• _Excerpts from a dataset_
********

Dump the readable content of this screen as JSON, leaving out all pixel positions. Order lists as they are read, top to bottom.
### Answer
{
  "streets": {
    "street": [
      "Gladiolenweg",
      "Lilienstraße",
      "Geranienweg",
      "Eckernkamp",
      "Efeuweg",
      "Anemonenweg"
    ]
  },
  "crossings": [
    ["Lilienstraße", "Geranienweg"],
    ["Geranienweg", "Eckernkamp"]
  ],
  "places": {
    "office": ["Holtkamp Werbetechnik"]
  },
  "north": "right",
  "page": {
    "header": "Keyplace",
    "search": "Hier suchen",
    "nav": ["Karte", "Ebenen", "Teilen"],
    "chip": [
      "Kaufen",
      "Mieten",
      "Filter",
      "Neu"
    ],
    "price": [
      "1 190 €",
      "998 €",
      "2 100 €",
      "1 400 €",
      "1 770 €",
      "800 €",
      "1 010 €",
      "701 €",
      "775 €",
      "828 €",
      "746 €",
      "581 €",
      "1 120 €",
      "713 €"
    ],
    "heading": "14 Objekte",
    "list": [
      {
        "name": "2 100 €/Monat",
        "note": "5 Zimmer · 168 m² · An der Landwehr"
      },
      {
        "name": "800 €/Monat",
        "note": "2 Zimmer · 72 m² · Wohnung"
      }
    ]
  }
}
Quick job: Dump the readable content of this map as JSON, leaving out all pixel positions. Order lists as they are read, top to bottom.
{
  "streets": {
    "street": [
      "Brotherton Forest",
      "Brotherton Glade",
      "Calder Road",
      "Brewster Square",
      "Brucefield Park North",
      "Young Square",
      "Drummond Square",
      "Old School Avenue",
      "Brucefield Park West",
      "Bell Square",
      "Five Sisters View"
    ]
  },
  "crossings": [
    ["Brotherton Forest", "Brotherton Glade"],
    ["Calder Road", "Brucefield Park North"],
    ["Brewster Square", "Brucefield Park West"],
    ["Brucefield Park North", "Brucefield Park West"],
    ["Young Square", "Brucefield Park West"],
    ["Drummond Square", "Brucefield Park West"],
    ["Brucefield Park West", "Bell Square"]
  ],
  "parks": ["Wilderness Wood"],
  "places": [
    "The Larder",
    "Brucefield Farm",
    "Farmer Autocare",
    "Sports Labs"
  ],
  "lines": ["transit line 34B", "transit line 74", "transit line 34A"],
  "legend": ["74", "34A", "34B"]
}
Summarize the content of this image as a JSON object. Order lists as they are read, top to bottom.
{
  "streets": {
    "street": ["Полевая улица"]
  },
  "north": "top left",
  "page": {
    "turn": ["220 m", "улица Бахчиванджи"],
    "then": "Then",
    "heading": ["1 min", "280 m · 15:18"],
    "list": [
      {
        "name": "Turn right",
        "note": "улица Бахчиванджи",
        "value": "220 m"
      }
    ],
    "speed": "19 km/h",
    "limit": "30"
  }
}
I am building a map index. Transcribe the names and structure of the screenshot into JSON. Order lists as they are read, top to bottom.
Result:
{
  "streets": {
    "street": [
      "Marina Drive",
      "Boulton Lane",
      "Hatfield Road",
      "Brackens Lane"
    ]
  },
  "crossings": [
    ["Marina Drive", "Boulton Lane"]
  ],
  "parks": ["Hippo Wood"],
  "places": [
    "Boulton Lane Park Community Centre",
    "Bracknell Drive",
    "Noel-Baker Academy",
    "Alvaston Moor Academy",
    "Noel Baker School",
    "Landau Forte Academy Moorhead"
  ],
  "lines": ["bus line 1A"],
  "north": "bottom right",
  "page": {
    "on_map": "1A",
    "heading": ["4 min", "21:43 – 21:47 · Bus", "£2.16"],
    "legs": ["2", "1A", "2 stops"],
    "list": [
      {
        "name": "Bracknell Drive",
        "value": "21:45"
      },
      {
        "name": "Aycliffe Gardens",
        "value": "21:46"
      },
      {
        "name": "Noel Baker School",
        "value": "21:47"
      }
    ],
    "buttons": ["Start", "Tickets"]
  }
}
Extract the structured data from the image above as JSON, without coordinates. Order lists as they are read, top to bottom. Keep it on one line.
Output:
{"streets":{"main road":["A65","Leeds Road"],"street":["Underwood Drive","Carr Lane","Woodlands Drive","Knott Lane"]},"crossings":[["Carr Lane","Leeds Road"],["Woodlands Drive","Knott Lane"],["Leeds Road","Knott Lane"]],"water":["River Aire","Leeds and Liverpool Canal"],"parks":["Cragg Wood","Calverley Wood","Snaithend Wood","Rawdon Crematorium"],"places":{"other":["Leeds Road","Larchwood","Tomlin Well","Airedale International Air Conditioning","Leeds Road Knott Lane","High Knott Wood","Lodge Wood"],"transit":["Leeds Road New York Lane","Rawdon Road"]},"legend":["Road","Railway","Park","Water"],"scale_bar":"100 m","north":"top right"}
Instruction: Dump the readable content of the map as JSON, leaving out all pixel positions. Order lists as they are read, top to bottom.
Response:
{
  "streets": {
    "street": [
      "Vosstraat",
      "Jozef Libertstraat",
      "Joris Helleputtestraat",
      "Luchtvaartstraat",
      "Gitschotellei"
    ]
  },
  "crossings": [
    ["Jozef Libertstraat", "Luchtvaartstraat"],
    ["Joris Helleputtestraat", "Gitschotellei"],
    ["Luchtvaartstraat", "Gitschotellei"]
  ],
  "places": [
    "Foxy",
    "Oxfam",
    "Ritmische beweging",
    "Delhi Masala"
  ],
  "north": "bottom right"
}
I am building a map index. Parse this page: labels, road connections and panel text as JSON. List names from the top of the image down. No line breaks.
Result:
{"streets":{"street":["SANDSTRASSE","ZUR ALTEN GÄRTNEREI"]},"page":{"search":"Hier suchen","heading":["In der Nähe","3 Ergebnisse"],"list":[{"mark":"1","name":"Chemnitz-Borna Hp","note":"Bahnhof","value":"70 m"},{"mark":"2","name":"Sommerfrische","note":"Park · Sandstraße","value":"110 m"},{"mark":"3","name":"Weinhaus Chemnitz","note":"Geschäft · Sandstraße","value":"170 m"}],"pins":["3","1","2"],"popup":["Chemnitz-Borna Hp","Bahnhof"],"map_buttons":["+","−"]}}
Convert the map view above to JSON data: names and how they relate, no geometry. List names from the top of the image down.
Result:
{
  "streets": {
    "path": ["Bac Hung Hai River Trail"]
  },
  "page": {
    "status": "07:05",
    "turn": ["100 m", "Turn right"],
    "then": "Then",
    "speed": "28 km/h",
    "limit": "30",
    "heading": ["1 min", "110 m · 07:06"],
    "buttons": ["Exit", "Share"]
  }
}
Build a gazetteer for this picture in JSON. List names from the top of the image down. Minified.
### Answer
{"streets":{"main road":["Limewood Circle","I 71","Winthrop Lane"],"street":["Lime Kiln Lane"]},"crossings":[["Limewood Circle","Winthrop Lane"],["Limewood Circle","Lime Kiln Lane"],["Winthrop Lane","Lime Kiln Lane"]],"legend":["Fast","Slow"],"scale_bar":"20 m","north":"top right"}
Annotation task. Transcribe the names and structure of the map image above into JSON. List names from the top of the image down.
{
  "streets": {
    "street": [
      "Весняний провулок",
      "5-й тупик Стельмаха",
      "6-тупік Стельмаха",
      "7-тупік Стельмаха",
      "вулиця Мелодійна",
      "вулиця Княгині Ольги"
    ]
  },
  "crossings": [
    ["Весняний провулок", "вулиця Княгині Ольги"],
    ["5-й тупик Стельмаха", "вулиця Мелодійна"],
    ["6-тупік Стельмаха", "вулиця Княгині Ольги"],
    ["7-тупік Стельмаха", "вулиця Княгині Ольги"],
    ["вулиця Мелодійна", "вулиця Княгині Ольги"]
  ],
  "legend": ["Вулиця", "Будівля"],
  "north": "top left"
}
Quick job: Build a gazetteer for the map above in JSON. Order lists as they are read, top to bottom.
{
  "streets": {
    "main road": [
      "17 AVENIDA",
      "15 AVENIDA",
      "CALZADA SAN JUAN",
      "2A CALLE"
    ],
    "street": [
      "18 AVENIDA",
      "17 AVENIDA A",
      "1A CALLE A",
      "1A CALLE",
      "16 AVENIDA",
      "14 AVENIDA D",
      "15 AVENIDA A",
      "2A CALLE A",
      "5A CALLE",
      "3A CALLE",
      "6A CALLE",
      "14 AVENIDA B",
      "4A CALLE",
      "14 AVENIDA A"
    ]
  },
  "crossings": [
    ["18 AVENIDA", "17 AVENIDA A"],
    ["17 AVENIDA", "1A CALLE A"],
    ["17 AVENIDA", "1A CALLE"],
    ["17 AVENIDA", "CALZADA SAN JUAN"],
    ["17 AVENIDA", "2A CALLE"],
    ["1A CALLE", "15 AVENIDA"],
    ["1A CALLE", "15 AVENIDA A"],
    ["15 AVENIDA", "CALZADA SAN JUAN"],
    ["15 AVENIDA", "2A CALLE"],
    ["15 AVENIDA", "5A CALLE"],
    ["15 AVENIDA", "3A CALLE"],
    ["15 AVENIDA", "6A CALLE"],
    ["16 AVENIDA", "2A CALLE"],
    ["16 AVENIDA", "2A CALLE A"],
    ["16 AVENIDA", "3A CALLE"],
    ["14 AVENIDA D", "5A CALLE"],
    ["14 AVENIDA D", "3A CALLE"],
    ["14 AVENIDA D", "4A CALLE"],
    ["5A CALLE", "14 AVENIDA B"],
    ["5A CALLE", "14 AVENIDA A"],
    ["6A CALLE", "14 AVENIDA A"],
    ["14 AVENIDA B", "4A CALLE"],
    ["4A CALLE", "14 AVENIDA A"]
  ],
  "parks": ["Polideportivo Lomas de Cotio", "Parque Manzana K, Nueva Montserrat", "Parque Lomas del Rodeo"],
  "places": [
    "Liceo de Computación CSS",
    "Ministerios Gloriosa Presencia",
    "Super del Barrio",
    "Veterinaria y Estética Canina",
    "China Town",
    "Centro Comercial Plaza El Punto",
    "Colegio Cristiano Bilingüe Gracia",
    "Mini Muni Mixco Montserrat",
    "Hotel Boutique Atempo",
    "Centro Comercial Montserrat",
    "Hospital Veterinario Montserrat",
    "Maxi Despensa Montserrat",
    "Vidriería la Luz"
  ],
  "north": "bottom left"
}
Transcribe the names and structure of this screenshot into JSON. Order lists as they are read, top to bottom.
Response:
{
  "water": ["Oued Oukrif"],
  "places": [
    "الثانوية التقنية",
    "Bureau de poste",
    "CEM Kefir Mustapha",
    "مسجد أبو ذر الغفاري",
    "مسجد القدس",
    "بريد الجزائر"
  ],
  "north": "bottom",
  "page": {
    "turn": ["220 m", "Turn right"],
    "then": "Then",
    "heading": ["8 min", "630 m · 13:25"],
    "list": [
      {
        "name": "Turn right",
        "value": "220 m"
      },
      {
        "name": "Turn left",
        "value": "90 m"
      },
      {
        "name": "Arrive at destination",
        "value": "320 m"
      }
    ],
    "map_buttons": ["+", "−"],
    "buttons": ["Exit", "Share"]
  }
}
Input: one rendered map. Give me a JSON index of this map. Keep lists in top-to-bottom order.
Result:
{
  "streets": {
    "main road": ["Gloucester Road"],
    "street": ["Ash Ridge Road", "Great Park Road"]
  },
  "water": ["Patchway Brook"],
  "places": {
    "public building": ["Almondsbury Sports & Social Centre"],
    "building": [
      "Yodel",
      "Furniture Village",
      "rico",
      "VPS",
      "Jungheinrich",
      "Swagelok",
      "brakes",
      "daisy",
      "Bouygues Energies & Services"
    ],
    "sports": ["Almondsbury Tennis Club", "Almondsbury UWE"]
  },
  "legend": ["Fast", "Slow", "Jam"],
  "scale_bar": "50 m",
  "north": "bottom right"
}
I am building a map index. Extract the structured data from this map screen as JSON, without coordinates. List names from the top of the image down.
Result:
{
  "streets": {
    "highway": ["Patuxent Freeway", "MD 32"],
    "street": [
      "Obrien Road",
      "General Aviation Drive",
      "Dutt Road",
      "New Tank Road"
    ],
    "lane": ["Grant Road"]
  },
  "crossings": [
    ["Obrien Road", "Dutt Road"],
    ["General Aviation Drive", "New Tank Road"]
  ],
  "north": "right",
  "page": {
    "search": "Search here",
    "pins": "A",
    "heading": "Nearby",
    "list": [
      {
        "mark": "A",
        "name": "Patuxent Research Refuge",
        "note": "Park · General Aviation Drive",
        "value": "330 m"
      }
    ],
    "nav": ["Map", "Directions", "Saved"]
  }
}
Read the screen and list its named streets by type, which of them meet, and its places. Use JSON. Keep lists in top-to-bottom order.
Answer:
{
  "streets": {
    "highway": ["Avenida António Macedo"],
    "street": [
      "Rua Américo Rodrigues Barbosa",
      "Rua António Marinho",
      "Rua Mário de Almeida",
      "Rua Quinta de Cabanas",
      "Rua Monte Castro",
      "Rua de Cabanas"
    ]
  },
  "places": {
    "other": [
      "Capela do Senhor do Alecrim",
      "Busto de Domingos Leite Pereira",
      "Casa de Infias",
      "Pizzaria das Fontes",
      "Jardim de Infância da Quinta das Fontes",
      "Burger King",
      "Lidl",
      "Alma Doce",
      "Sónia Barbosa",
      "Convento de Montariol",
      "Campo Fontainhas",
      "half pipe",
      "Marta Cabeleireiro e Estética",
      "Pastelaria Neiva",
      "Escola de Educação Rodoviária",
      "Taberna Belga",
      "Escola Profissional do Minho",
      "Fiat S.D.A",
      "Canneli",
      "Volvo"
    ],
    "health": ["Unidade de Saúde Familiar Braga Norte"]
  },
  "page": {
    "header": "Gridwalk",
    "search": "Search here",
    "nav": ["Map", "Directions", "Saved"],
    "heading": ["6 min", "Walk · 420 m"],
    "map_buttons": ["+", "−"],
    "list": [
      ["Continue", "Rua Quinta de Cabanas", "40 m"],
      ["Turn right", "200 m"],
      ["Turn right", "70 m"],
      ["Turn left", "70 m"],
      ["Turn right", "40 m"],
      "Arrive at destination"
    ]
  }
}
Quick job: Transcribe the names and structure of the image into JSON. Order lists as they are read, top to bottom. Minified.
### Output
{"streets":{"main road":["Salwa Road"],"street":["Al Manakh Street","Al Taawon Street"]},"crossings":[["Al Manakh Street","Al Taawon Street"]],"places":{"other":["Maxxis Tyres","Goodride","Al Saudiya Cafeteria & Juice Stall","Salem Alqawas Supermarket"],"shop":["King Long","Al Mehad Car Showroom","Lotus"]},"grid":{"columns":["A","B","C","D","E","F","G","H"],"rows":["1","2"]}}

********

• _Your objective_
For every line above that has "index" in it, copy the line.

• _Response to this task_
I am building a map index. Transcribe the names and structure of the screenshot into JSON. Order lists as they are read, top to bottom.
I am building a map index. Parse this page: labels, road connections and panel text as JSON. List names from the top of the image down. No line breaks.
Input: one rendered map. Give me a JSON index of this map. Keep lists in top-to-bottom order.
I am building a map index. Extract the structured data from this map screen as JSON, without coordinates. List names from the top of the image down.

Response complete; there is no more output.